[TASK DETAILS] Using the data below, gather each line that includes the word "Hamar".

[INPUT FOR THIS TASK]
★ ★ ★ ★

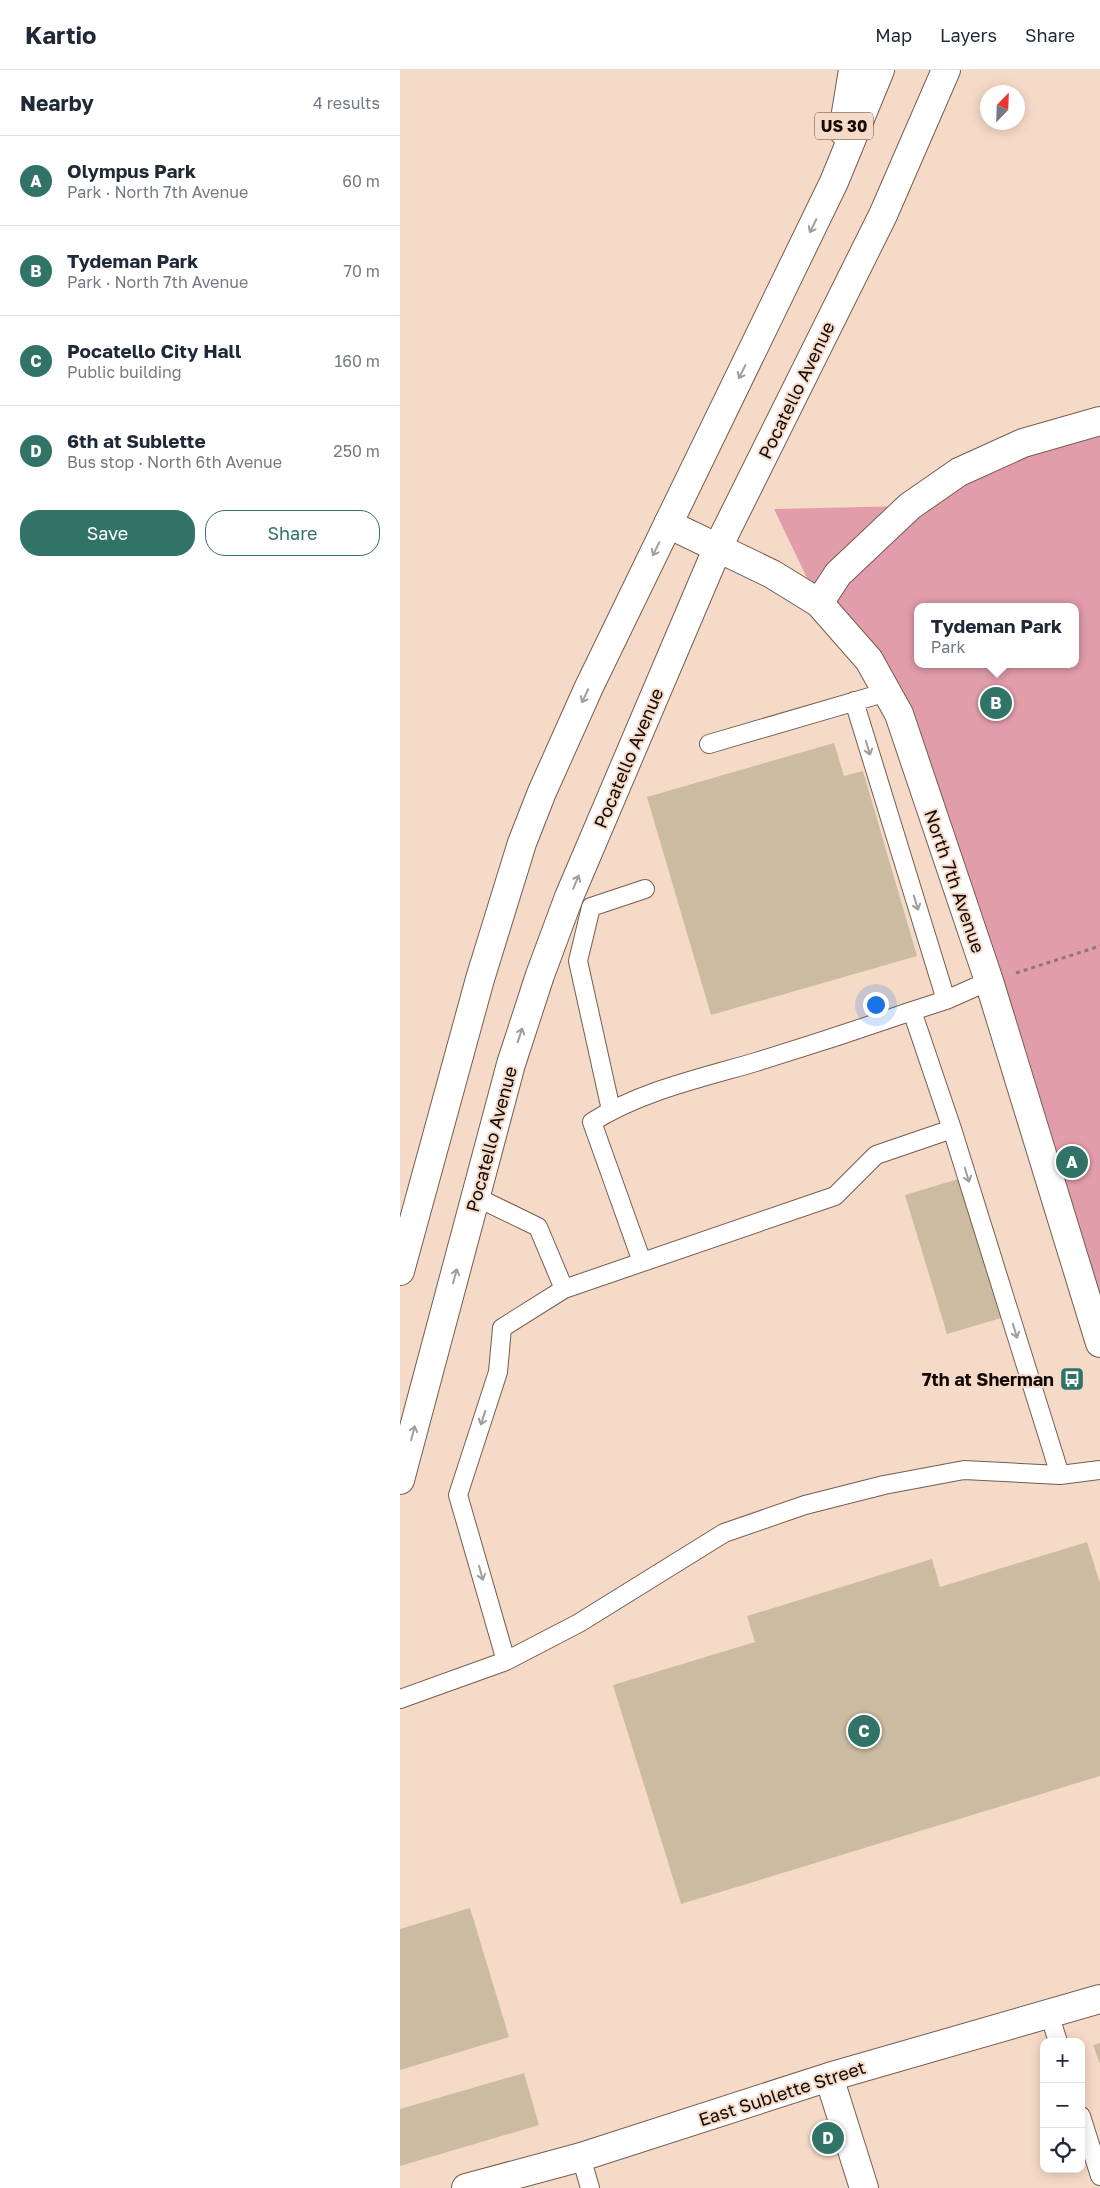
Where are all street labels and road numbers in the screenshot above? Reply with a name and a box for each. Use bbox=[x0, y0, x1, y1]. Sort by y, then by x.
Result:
road number: US 30 bbox=[815, 112, 873, 140]
street label: Pocatello Avenue bbox=[753, 318, 839, 462]
street label: Pocatello Avenue bbox=[589, 685, 667, 831]
street label: North 7th Avenue bbox=[920, 806, 990, 956]
street label: Pocatello Avenue bbox=[461, 1064, 521, 1214]
street label: East Sublette Street bbox=[696, 2056, 868, 2130]

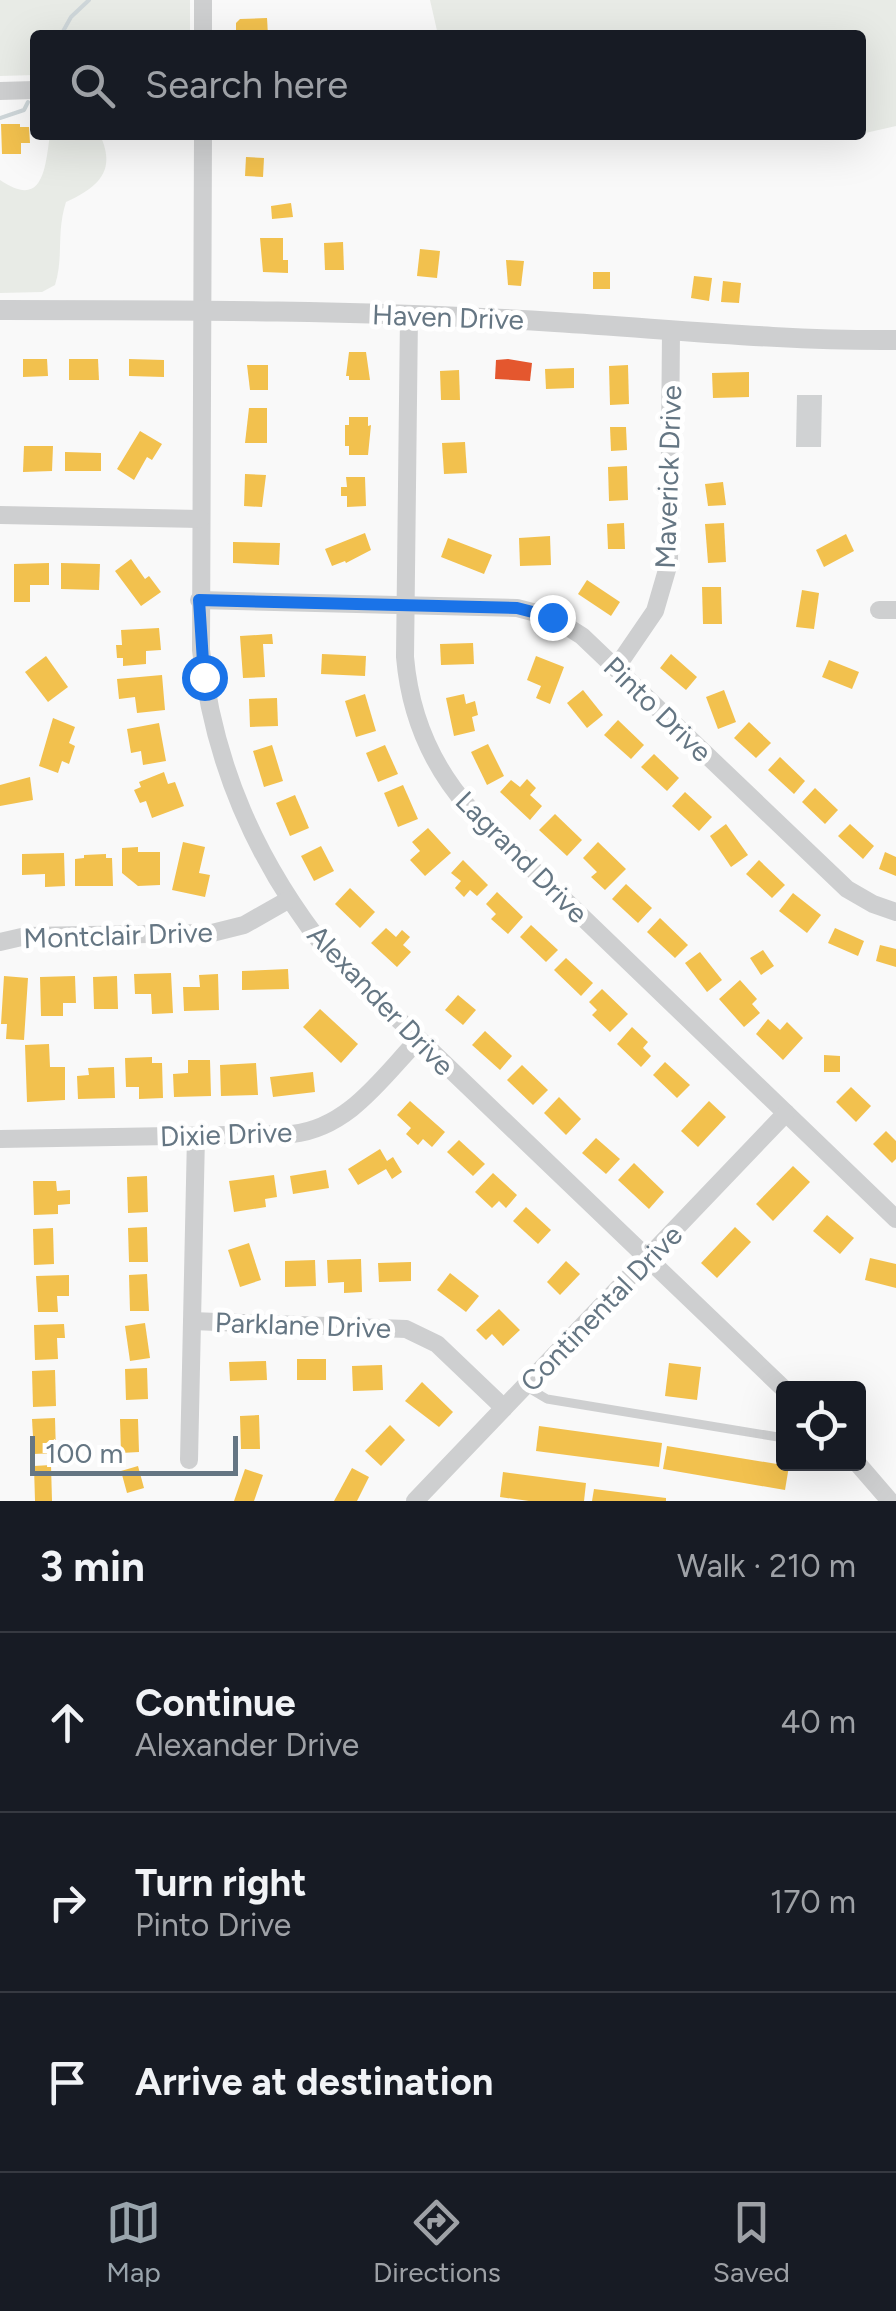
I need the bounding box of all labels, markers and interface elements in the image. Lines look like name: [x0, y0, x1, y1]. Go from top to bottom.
search box: [30, 30, 866, 140]
icon: search: [65, 58, 120, 113]
text: Search here: [145, 62, 348, 108]
street label: Haven Drive: [371, 297, 525, 337]
street label: Maverick Drive: [648, 385, 688, 569]
route end: [530, 595, 576, 641]
street label: Pinto Drive: [597, 649, 719, 769]
route start: [182, 655, 228, 701]
street label: Lagrand Drive: [449, 784, 595, 930]
street label: Montclair Drive: [23, 915, 213, 955]
street label: Alexander Drive: [301, 918, 461, 1082]
street label: Dixie Drive: [159, 1115, 293, 1153]
street label: Continental Drive: [513, 1218, 689, 1398]
street label: Parklane Drive: [214, 1305, 392, 1345]
map controls: [776, 1381, 866, 1471]
button: locate: [776, 1381, 866, 1471]
scale bar: [30, 1431, 238, 1476]
text: 100 m: [45, 1436, 123, 1470]
text: 3 min: [40, 1541, 145, 1592]
text: Walk · 210 m: [677, 1547, 856, 1585]
text: Continue: [135, 1680, 296, 1726]
icon: ahead: [40, 1695, 95, 1750]
text: 40 m: [780, 1703, 856, 1741]
text: Alexander Drive: [135, 1726, 359, 1764]
text: Turn right: [135, 1860, 307, 1906]
icon: right: [40, 1875, 95, 1930]
text: 170 m: [770, 1883, 856, 1921]
text: Pinto Drive: [135, 1906, 291, 1944]
icon: arrive: [40, 2055, 95, 2110]
text: Arrive at destination: [135, 2059, 493, 2105]
tab: Map: [106, 2195, 161, 2289]
tab: Directions: [373, 2195, 501, 2289]
tab: Saved: [713, 2195, 790, 2289]

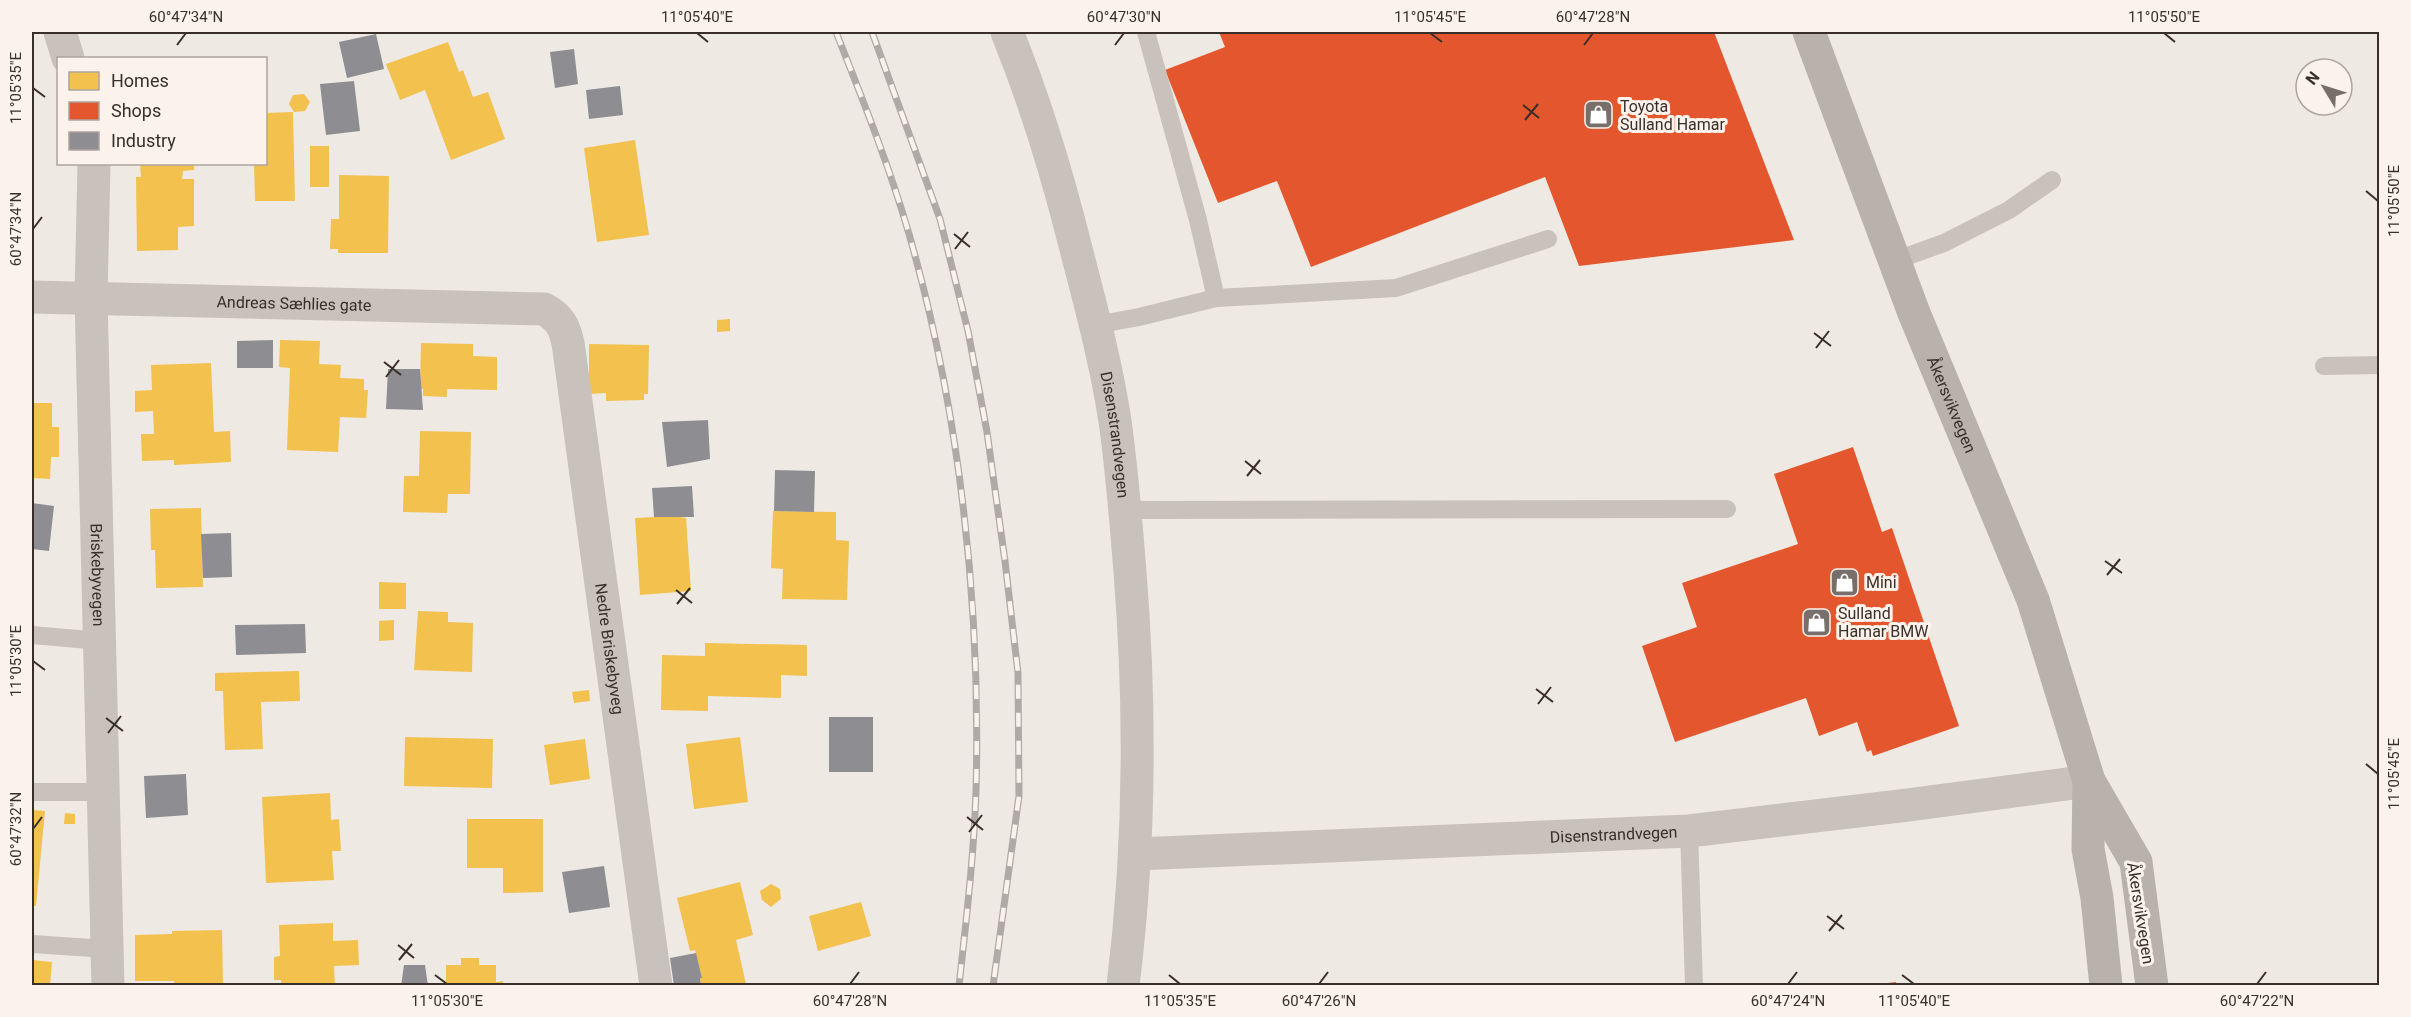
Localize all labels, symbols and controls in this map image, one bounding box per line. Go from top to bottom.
text: 60°47'34"N [149,8,223,26]
text: 11°05'40"E [661,8,734,26]
text: 60°47'30"N [1087,8,1161,26]
text: 11°05'45"E [1394,8,1467,26]
text: 60°47'28"N [1556,8,1630,26]
text: 11°05'50"E [2128,8,2201,26]
text: 11°05'35"E [7,51,25,124]
legend [57,57,267,165]
north arrow [2294,57,2354,117]
text: N [2302,68,2324,88]
text: Homes [111,70,169,91]
place label: Toyota Sulland Hamar [1620,97,1725,134]
shop icon: Toyota Sulland Hamar [1583,99,1615,131]
text: Shops [111,100,161,121]
text: Industry [111,130,176,151]
text: 11°05'50"E [2385,164,2403,237]
text: 60°47'34"N [7,192,25,266]
street label: Andreas Sæhlies gate [216,292,371,315]
street label: Åkersvikvegen [1923,353,1980,456]
street label: Disenstrandvegen [1096,370,1133,499]
street label: Briskebyvegen [87,523,108,627]
shop icon: Mini [1829,566,1861,598]
place label: Mini [1866,573,1897,592]
street label: Nedre Briskebyveg [591,582,628,716]
place label: Sulland Hamar BMW [1838,604,1928,641]
shop icon: Sulland Hamar BMW [1801,606,1833,638]
text: 11°05'30"E [7,624,25,697]
text: 11°05'45"E [2385,737,2403,810]
text: 60°47'32"N [7,792,25,866]
street label: Disenstrandvegen [1549,822,1678,847]
street label: Åkersvikvegen [2123,861,2159,965]
text: 11°05'30"E [411,992,484,1010]
text: 60°47'28"N [813,992,887,1010]
text: 11°05'35"E [1144,992,1217,1010]
text: 60°47'26"N [1282,992,1356,1010]
text: 60°47'24"N [1751,992,1825,1010]
text: 11°05'40"E [1878,992,1951,1010]
text: 60°47'22"N [2220,992,2294,1010]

★ ★ ★ ★

[EXERCISE SOLUTION]
place label: Toyota Sulland Hamar [1620,97,1725,134]
shop icon: Toyota Sulland Hamar [1583,99,1615,131]
place label: Sulland Hamar BMW [1838,604,1928,641]
shop icon: Sulland Hamar BMW [1801,606,1833,638]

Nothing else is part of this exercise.